-------- The input

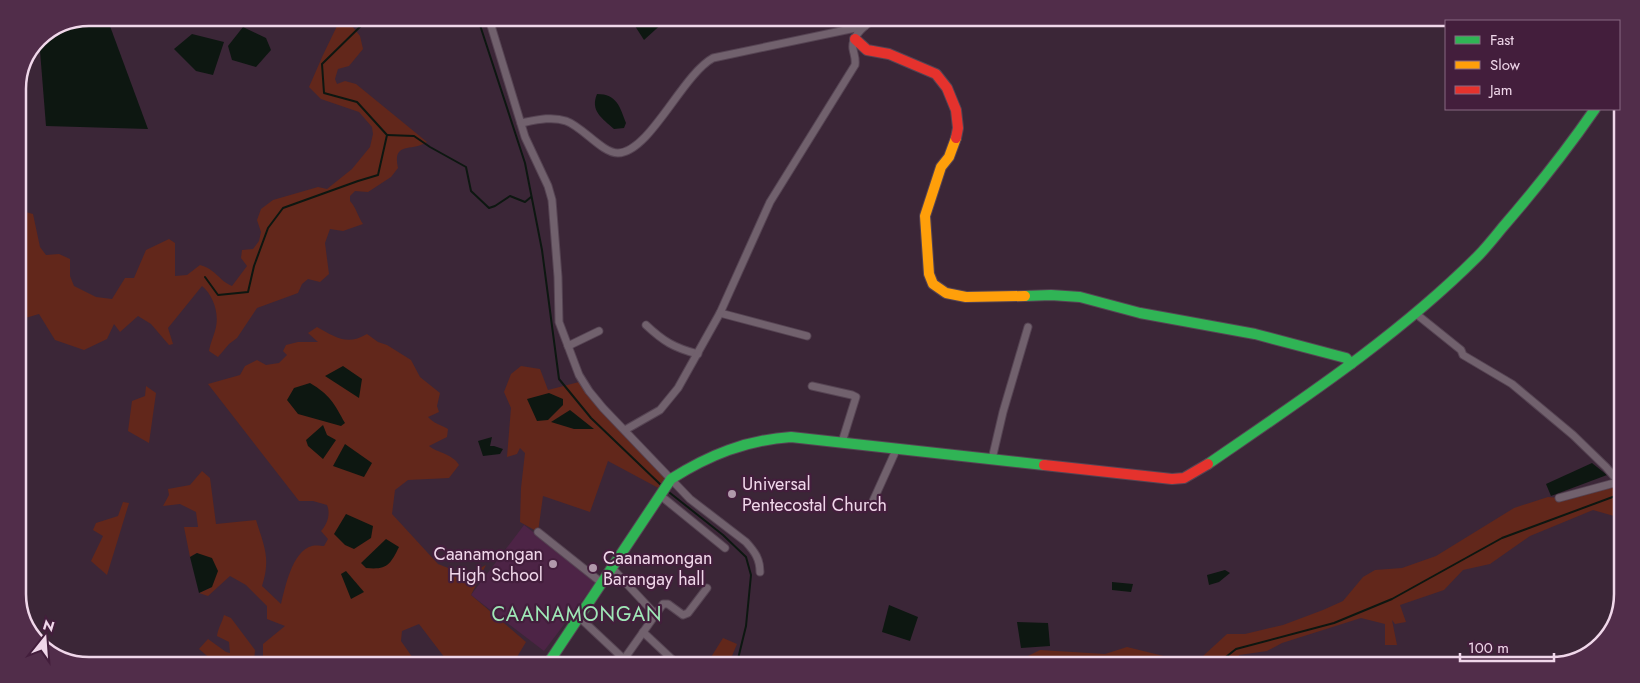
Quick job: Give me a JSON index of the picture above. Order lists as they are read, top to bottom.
{
  "districts": ["CAANAMONGAN"],
  "places": ["Universal Pentecostal Church", "Caanamongan High School", "Caanamongan Barangay hall"],
  "legend": ["Fast", "Slow", "Jam"],
  "scale_bar": "100 m",
  "north": "top"
}
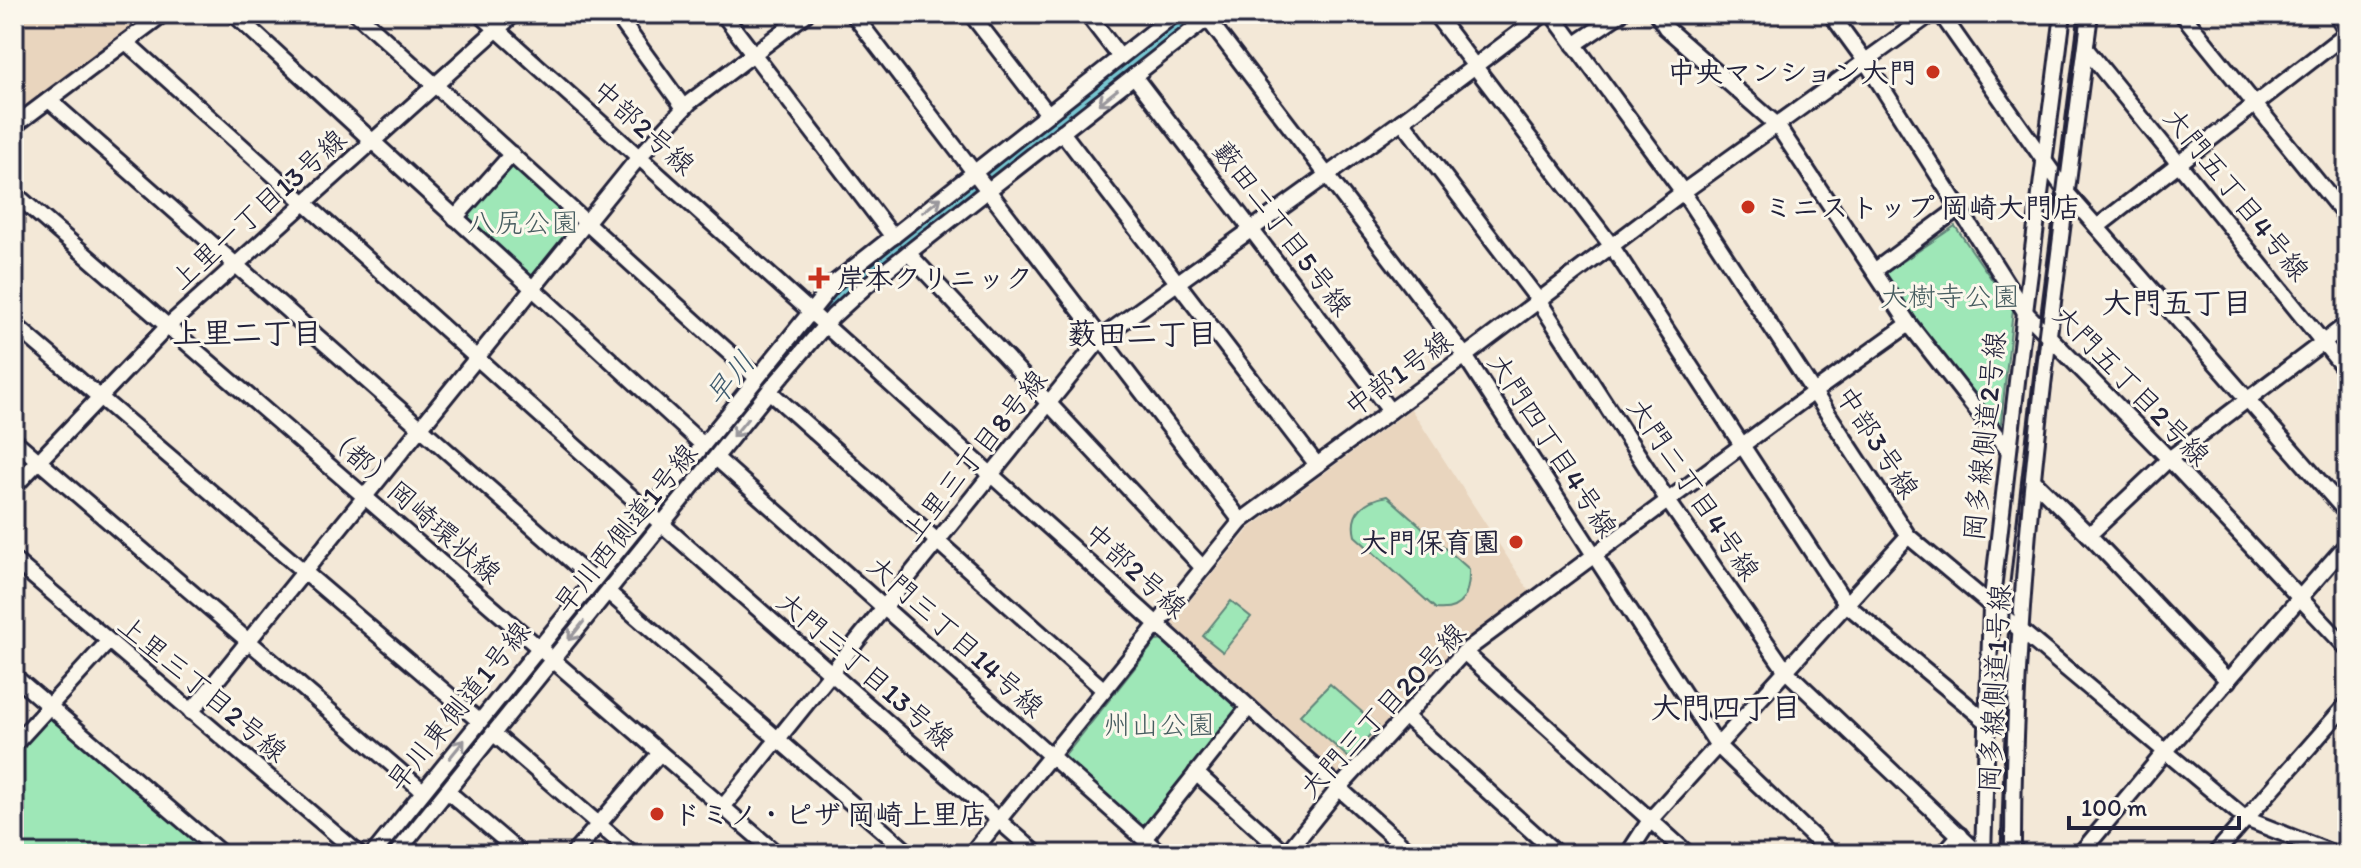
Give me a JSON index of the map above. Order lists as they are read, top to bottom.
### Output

----------------

◆ Instructions to follow
Every line of the data should be transcribed exactly. Omit the images.

◆ Response to this exercise
Quick job: Give me a JSON index of the picture above. Order lists as they are read, top to bottom.
{
  "districts": ["CAANAMONGAN"],
  "places": ["Universal Pentecostal Church", "Caanamongan High School", "Caanamongan Barangay hall"],
  "legend": ["Fast", "Slow", "Jam"],
  "scale_bar": "100 m",
  "north": "top"
}
Give me a JSON index of the map above. Order lists as they are read, top to bottom.
### Output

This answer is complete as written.